[TASK TO CARRY OUT]
Which lines below contain the word "compass"? Copy each of them.

Dataset entries
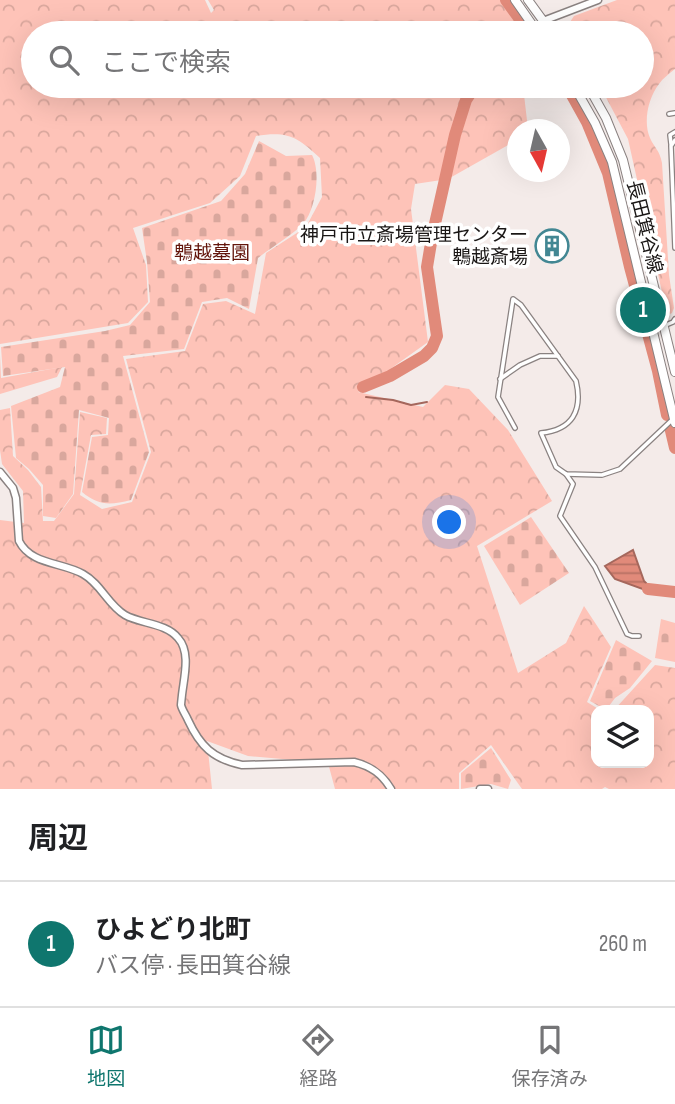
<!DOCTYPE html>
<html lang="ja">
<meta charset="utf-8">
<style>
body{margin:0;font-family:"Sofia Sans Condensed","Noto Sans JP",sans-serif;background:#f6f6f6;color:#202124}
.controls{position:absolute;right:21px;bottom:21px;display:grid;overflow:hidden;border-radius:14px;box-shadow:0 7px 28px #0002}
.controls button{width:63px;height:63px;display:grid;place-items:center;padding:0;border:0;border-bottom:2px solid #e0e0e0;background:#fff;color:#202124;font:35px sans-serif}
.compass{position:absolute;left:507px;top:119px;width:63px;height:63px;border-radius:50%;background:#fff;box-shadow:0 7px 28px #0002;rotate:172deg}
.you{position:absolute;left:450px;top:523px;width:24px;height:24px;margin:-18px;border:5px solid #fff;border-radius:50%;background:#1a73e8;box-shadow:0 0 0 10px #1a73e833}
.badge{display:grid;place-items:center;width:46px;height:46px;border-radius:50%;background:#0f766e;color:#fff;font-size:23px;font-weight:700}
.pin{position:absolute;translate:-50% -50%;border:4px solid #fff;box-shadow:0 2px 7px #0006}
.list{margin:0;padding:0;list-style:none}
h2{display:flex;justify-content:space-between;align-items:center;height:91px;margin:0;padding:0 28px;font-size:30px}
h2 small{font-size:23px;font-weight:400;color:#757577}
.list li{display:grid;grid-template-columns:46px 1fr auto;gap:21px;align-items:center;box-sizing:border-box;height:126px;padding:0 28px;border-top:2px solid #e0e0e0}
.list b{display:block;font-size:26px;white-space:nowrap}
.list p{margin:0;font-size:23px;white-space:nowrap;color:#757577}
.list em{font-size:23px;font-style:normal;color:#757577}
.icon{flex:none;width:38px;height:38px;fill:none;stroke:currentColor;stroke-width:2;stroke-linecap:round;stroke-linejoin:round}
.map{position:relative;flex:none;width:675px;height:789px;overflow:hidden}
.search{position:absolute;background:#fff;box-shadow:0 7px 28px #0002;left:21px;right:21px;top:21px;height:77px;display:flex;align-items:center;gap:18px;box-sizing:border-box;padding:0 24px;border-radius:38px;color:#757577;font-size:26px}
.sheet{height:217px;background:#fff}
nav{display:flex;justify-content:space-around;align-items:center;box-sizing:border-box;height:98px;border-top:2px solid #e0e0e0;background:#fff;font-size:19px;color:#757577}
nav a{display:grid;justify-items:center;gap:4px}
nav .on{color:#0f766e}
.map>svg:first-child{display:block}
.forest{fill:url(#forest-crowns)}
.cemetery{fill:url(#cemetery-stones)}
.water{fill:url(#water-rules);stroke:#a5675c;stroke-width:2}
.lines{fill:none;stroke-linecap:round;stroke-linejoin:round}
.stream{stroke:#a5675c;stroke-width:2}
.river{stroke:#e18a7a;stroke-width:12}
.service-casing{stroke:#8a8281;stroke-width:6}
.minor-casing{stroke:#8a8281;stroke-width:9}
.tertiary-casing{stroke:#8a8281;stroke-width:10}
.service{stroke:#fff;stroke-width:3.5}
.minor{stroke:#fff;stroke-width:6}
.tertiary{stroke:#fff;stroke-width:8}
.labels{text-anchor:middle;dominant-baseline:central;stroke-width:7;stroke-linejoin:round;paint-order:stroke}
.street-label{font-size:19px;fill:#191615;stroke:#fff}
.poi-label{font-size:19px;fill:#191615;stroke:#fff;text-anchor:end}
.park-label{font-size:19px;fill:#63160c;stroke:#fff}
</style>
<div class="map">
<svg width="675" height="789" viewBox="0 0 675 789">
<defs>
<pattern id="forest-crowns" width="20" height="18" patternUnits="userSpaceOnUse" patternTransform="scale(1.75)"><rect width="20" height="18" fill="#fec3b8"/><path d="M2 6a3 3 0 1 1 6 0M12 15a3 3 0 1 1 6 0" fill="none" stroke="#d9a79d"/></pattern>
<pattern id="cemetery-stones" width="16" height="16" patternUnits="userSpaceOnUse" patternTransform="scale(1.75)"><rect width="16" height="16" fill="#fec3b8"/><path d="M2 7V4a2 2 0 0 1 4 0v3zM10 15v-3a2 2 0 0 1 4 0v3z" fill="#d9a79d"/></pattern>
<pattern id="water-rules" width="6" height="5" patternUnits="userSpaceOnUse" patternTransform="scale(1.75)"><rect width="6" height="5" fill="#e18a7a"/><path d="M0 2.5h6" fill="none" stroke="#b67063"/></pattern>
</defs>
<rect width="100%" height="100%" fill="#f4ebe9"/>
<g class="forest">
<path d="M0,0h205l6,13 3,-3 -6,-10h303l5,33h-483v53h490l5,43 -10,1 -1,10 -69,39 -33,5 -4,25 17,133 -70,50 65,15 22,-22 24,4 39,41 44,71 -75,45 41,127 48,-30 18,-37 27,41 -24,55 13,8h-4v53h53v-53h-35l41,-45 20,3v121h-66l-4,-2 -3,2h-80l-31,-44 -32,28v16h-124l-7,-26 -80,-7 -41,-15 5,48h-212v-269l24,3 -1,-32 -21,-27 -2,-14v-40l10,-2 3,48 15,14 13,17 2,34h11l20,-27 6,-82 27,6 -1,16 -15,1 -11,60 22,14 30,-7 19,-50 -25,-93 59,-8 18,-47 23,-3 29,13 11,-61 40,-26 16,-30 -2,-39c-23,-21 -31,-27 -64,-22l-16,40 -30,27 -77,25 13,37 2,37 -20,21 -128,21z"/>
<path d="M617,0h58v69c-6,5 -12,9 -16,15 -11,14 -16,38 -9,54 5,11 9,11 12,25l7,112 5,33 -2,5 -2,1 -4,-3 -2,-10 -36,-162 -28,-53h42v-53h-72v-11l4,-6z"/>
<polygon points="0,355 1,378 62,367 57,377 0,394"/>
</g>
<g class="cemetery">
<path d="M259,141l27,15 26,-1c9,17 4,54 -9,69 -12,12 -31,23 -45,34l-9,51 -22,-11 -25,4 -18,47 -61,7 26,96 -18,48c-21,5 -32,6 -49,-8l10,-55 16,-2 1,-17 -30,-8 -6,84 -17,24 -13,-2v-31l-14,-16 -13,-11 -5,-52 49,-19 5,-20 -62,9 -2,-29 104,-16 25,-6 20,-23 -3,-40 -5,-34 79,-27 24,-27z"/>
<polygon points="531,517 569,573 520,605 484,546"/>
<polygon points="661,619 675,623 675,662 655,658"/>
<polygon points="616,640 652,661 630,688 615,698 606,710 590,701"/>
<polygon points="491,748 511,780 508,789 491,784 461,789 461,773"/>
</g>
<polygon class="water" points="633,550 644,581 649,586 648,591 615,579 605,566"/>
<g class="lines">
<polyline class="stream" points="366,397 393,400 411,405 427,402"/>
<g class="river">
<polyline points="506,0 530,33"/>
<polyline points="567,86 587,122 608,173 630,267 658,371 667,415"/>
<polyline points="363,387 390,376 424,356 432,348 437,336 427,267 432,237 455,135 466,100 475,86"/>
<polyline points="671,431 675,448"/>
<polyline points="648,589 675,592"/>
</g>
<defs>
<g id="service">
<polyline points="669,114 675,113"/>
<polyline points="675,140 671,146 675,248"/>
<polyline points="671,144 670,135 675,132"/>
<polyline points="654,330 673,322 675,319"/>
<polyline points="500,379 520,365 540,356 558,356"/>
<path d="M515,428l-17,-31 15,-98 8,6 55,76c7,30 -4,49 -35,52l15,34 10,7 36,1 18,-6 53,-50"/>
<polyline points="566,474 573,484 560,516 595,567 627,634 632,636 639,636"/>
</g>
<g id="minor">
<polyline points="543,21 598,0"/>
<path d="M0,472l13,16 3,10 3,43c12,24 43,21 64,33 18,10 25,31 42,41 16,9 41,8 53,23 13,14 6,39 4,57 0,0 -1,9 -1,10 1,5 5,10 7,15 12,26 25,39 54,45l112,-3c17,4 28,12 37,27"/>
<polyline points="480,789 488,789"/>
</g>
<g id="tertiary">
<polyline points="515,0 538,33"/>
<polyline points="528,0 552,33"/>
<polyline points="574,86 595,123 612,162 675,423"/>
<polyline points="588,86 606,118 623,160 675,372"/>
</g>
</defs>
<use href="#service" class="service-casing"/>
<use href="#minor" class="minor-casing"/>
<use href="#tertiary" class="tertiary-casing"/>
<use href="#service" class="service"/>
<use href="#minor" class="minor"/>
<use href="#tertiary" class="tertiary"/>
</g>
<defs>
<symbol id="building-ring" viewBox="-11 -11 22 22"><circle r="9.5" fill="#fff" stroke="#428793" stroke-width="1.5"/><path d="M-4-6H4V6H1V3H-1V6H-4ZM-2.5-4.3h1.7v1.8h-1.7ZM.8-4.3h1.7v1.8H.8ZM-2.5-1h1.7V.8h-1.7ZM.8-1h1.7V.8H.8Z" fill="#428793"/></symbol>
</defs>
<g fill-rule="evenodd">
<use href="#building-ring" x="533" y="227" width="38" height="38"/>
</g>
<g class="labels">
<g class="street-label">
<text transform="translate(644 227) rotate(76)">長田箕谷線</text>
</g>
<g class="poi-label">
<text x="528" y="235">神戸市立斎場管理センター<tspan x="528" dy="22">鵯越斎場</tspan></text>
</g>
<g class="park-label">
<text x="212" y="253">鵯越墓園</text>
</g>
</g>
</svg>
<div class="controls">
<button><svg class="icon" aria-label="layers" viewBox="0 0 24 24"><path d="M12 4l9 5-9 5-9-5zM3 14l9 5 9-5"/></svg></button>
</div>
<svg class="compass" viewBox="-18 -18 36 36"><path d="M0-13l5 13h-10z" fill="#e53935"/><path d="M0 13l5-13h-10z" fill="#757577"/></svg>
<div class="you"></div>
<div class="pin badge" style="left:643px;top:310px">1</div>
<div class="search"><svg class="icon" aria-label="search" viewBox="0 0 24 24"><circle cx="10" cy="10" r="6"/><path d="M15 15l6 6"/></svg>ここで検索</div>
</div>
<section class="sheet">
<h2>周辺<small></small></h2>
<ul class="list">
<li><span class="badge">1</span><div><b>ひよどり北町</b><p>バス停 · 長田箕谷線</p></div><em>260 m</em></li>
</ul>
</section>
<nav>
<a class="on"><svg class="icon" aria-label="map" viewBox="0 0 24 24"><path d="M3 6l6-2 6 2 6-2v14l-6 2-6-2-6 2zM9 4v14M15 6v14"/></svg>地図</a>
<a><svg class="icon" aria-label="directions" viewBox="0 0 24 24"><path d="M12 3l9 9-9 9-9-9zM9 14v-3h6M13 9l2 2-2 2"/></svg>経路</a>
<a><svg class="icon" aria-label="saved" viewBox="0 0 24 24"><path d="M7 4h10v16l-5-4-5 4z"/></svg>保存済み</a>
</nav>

[RESPONSE AREA]
.compass{position:absolute;left:507px;top:119px;width:63px;height:63px;border-radius:50%;background:#fff;box-shadow:0 7px 28px #0002;rotate:172deg}
<svg class="compass" viewBox="-18 -18 36 36"><path d="M0-13l5 13h-10z" fill="#e53935"/><path d="M0 13l5-13h-10z" fill="#757577"/></svg>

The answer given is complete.